XXV
Ne vous effrayez pas, douce mère inquiète
Dont la bonté partout dans la maison s’émiette,
De le voir si petit, si grave et si pensif.
Comme un pauvre oiseau blanc qui, seul sur un récif,
Voit l’océan vers lui monter du fond de l’ombre,
Il regarde déjà la vie immense et sombre.
Il rêve de le voir s’avancer pas à pas.
O mère au cœur divin, ne vous effrayez pas,
Vous en qui, — tant votre âme est un charmant mélange ! —
L’ange voit un enfant et l’enfant voit un ange.
Allons, mère, sans trouble et d’un air triomphant
Baisez-moi le grand front de ce petit enfant.
Ce n’est pas un savant, ce n’est pas un prodige,
C’est un songeur ; tant mieux. Soyez fière, vous dis-je !
La méditation du génie est la sœur,
Mère, et l’enfant songeur fait un homme penseur,
Et la pensée est tout, et la pensée ardente
Donne à Milton le ciel, donne l’enfer à Dante !
Un jour il sera grand. L’avenir glorieux
Attend, n’en doutez pas, l’enfant mystérieux
Qui veut savoir comment chaque chose se nomme,
Et questionne tout, un mur autant qu’un homme.
Qui sait si, ramassant à terre sans effort
Le ciseau colossal de Michel-Ange mort,
Il ne doit pas, livrant au granit des batailles,
Faire au marbre étonné de superbes entailles ?
Ou, comme Bonaparte ou bien François premier,
Prendre, joueur d’échecs, l’Europe pour damier ?
Qui sait s’il n’ira point, voguant à toute voile,
Ajoutant à son œil, que l’ombre humaine voile,
L’œil du long télescope au regard effrayant,
Ou l’œil de la pensée encor plus clairvoyant,
Saisir, dans l’azur vaste ou dans la mer profonde,
Un astre comme Herschell, comme Colomb un monde ?

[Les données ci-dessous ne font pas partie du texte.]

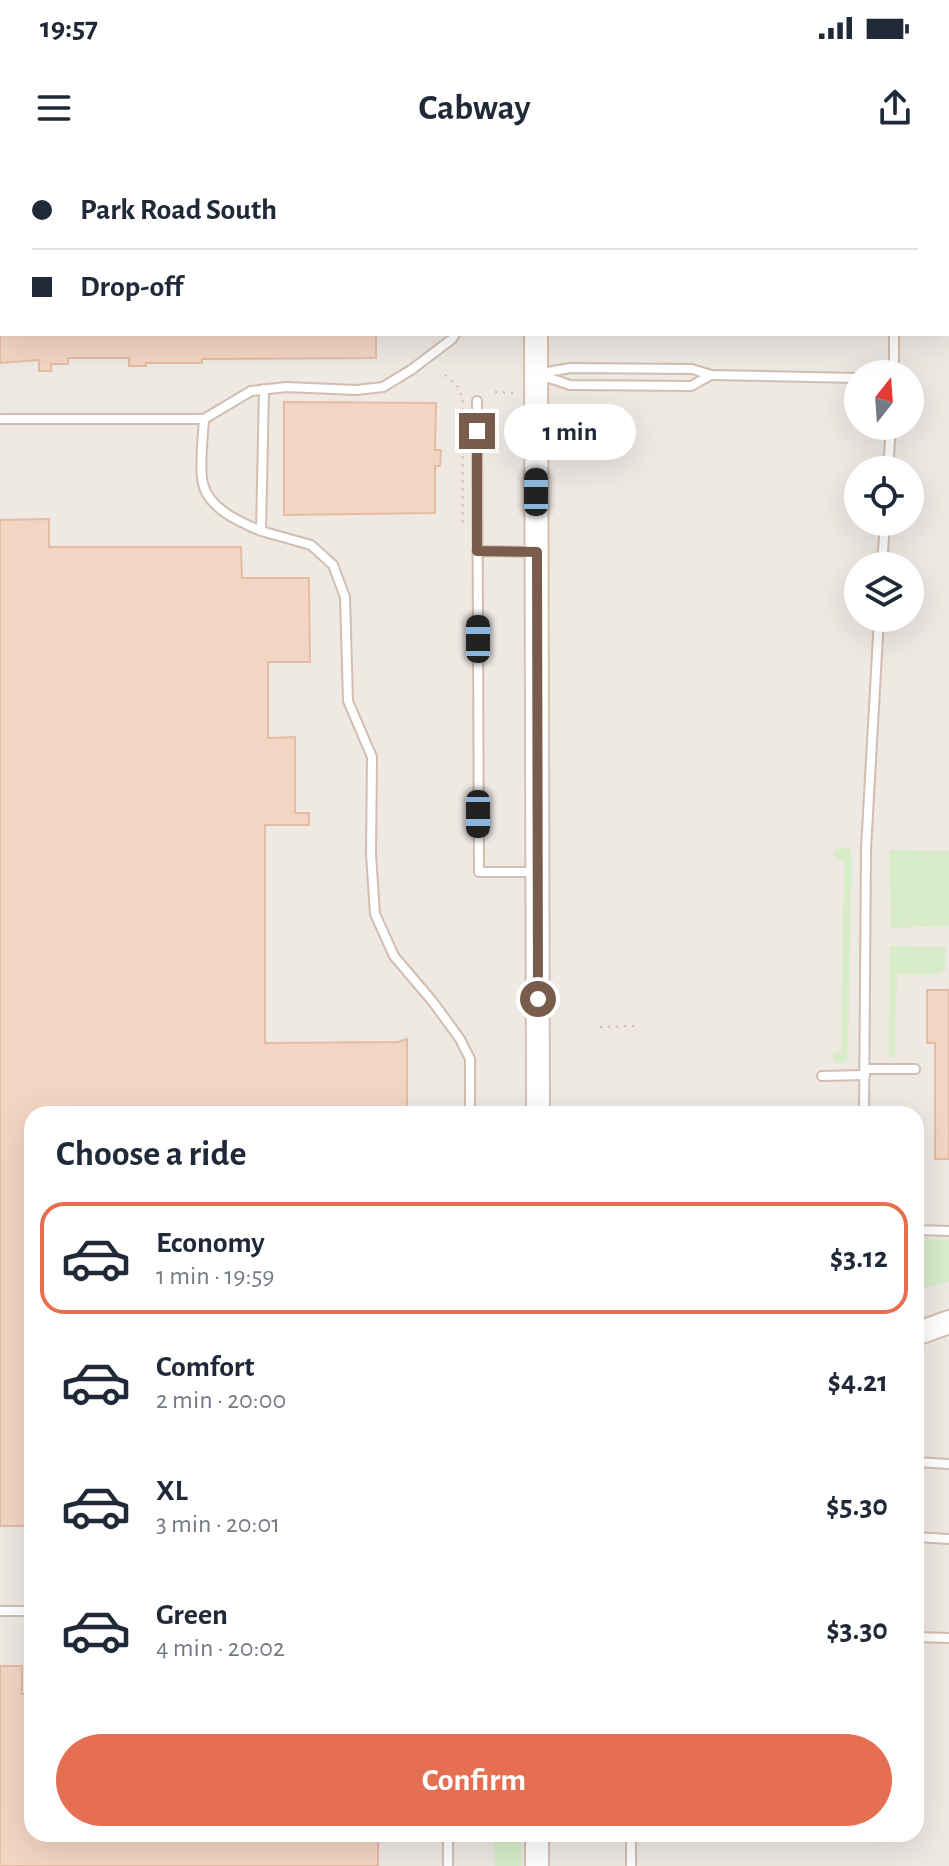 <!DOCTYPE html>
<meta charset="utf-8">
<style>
body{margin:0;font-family:"Alegreya Sans",sans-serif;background:#f2f2f3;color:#1f2937;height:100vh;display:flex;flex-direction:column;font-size:30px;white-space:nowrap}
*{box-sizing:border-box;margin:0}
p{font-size:26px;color:#747a83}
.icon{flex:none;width:44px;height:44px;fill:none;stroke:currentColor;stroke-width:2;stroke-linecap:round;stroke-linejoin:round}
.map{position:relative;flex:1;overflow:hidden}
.panel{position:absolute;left:24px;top:946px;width:900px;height:736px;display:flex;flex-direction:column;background:#fff;border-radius:24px;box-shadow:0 8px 32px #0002}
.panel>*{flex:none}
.hud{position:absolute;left:0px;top:0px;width:950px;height:176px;box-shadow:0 8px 32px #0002;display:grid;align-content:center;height:176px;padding:0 32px;background:#fff}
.needle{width:52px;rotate:17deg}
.buttons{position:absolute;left:844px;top:200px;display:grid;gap:16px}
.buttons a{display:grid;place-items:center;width:80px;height:80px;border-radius:50%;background:#fff;box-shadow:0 8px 32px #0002;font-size:40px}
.end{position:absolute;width:36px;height:36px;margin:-18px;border:10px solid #7a5c4d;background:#fff;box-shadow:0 0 0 4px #fff}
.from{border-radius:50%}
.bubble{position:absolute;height:56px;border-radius:28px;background:#fff;box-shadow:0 8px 32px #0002;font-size:26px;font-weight:700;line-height:56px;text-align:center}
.car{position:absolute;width:24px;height:48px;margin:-24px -12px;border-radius:10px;box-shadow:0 0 6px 2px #0007;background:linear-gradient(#222 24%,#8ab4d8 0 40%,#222 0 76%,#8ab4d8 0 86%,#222 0)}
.hud b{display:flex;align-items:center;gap:28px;height:76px;font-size:30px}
.hud b+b{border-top:2px solid #e0e1e3}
.hud i{width:20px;height:20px;background:#1f2937}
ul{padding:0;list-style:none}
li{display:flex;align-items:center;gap:24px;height:112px;margin:0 16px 12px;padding:0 16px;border:4px solid transparent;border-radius:24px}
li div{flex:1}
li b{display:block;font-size:30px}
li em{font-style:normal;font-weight:700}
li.selected{border-color:#e76f51}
li>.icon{width:72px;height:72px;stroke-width:1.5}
h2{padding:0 32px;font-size:36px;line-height:96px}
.action{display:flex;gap:16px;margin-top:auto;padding:16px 32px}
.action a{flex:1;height:92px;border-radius:48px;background:#e76f51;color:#fff;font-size:32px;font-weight:700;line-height:92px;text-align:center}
.status{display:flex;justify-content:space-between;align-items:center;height:56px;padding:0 40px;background:#fff;direction:ltr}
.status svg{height:22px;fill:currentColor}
header{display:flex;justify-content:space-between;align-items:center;height:104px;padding:0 32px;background:#fff;font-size:36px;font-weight:700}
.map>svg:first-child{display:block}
.industrial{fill:#efe9e4;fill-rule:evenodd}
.green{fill:#d8ecc9}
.building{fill:#f3d5c3;stroke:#e6bba3;stroke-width:2}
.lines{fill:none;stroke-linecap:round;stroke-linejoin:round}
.lane-casing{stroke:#d1beb0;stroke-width:12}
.secondary-casing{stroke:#d6c0b0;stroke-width:26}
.path{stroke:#d9b8a5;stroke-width:2;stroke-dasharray:2 6;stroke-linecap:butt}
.lane{stroke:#fff;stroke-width:8}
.secondary{stroke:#fff;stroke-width:22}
.route{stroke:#7a5c4d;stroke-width:10}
</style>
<div class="status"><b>19:57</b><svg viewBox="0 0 49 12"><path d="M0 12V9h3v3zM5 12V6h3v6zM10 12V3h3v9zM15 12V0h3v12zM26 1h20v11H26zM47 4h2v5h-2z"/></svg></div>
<header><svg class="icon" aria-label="menu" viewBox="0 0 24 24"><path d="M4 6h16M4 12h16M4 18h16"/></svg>Cabway<svg class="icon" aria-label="share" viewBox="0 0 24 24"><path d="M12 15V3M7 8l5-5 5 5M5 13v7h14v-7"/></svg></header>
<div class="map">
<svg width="949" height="1706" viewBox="0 0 949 1706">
<rect width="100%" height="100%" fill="#fdf6ec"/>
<path class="industrial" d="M 0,0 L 949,0 L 949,1706 L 0,1706 ZM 2,2 L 948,2 L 948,174 L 2,174 ZM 858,214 L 910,214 L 910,266 L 858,266 ZM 858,310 L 910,310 L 910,362 L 858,362 ZM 858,406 L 910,406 L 910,458 L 858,458 ZM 32,954 L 916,954 L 916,1674 L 32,1674 Z"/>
<g class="green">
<path d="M 840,687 L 851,689 L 852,701 L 848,891 L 847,900 L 842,904 L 834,902 L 833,893 L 841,892 L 844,702 L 836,700 L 833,692 Z"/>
<path d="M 889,690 L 949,691 L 949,766 L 891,768 Z"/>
<path d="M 890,786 L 946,787 L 946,810 L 938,814 L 897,815 L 895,899 L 890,897 L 888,892 Z"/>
<path d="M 916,1077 L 929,1077 L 931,1080 L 949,1080 L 949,1121 L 916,1131 Z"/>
<rect x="494" y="1674" width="27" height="32"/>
</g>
<g class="building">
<path d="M 0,174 L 376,174 L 376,198 L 202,199 L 202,203 L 146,203 L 146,206 L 129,206 L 129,198 L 68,198 L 68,204 L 51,204 L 51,211 L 39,211 L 39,200 L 0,203 Z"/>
<path d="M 284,242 L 436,243 L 435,290 L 441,290 L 440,306 L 435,306 L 435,353 L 284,355 Z"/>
<path d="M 49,359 L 49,387 L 241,387 L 242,418 L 309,418 L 310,502 L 268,502 L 268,578 L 295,577 L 295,653 L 309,653 L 309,665 L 265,665 L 265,883 L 398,882 L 407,879 L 407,954 L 32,954 L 32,1366 L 0,1366 L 0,360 Z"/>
<path d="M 927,830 L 949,830 L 949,999 L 935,999 L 935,883 L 927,883 Z"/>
<path d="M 0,1506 L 22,1506 L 22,1534 L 32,1534 L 32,1674 L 378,1674 L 378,1706 L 0,1706 Z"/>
</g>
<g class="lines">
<defs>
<g id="lane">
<path d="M 893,0 L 893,2"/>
<path d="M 478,2 L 478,0"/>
<path d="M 536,214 L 570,208 L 692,209 L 711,215 L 858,218"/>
<path d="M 894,214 L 894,174"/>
<path d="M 540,215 L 570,225 L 691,226 L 711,215"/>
<path d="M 477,241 L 479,712 L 537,712"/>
<path d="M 2,259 L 204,259 L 251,231 L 286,227 L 356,230 L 383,227 L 411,210 L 452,179 L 455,174"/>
<path d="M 204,259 C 203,276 199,309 203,324 C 209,349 240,362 261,371 L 264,229"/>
<path d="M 888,310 L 891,266"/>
<path d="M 261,371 L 311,385 L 333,405 L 345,437 L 348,541 L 372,597 L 371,694 L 375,754 L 394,796 L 433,842 L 460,879 L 470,899 L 470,954"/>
<path d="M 477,391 L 536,392"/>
<path d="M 882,406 L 885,362"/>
<path d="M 865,909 L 915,909"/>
<path d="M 822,916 L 865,915"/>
<path d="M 864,954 L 866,689 L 879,458"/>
<path d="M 916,1070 L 949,1071"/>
<path d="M 916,1302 L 949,1304"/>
<path d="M 916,1377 L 949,1379"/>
<path d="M 0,1451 L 32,1451"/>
<path d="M 916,1477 L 949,1478"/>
<path d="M 448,1674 L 448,1706"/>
<path d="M 631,1706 L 631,1674"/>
</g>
<g id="secondary">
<path d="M 538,2 L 538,0"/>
<path d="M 536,174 L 538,954"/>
<path d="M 916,1174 L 949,1162"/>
<path d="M 537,1706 L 537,1674"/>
</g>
</defs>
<use href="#lane" class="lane-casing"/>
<use href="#secondary" class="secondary-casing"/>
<g class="path">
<path d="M 445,215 L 458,227 L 463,240 L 463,367"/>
<path d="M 495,232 L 516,233"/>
<path d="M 600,867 L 635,866"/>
</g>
<use href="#lane" class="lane"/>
<use href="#secondary" class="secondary"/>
</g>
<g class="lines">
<path class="route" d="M 477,271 L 477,391 L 537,392 L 538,839"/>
</g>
</svg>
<div class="buttons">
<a><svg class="needle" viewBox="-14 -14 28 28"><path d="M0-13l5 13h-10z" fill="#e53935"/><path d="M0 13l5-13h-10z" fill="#747a83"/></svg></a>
<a><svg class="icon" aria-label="locate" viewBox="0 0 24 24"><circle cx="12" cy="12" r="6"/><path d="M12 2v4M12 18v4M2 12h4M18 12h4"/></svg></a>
<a><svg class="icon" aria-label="layers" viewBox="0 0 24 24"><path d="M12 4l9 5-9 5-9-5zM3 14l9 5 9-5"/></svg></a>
</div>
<i class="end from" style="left:538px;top:839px"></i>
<i class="end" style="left:477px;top:271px"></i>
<div class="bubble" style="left:504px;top:244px;width:132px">1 min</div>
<i class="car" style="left:536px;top:332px;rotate:0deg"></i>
<i class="car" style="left:478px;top:479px;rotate:0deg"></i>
<i class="car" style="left:478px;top:654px;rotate:180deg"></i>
<div class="hud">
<b><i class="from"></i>Park Road South</b>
<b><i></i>Drop-off</b>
</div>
<section class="panel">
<h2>Choose a ride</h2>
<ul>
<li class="selected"><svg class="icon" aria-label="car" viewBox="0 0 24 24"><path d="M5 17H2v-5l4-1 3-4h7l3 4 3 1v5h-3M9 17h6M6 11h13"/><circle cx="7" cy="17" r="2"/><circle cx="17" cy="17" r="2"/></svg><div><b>Economy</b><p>1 min · 19:59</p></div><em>$3.12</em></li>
<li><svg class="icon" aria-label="car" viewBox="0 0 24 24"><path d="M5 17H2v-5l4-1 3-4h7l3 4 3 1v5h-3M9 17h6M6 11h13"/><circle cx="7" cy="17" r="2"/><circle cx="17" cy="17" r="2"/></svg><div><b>Comfort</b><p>2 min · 20:00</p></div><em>$4.21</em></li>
<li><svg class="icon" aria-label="car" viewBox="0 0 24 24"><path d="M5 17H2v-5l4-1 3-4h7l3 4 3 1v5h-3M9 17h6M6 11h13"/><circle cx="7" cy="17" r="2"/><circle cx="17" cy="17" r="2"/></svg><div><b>XL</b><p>3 min · 20:01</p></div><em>$5.30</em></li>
<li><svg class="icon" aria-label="car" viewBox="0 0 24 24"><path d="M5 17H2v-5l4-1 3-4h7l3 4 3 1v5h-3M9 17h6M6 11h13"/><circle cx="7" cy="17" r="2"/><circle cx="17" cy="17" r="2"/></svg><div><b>Green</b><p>4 min · 20:02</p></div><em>$3.30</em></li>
</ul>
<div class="action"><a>Confirm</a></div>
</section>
</div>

Qui sait ? Laissez grandir ce petit sérieux.
Il ne voit même pas nos regards curieux.
Peut-être que déjà ce pauvre enfant fragile
Rêve, comme rêvait l’enfant qui fut Virgile,
Au combat que poursuit le poète éclatant ;
Et qu’il veut, aussi lui, tenter, vaincre, et sortant
Par un chemin nouveau de la sphère où nous sommes,
Voltiger, nom ailé, sur les bouches des hommes.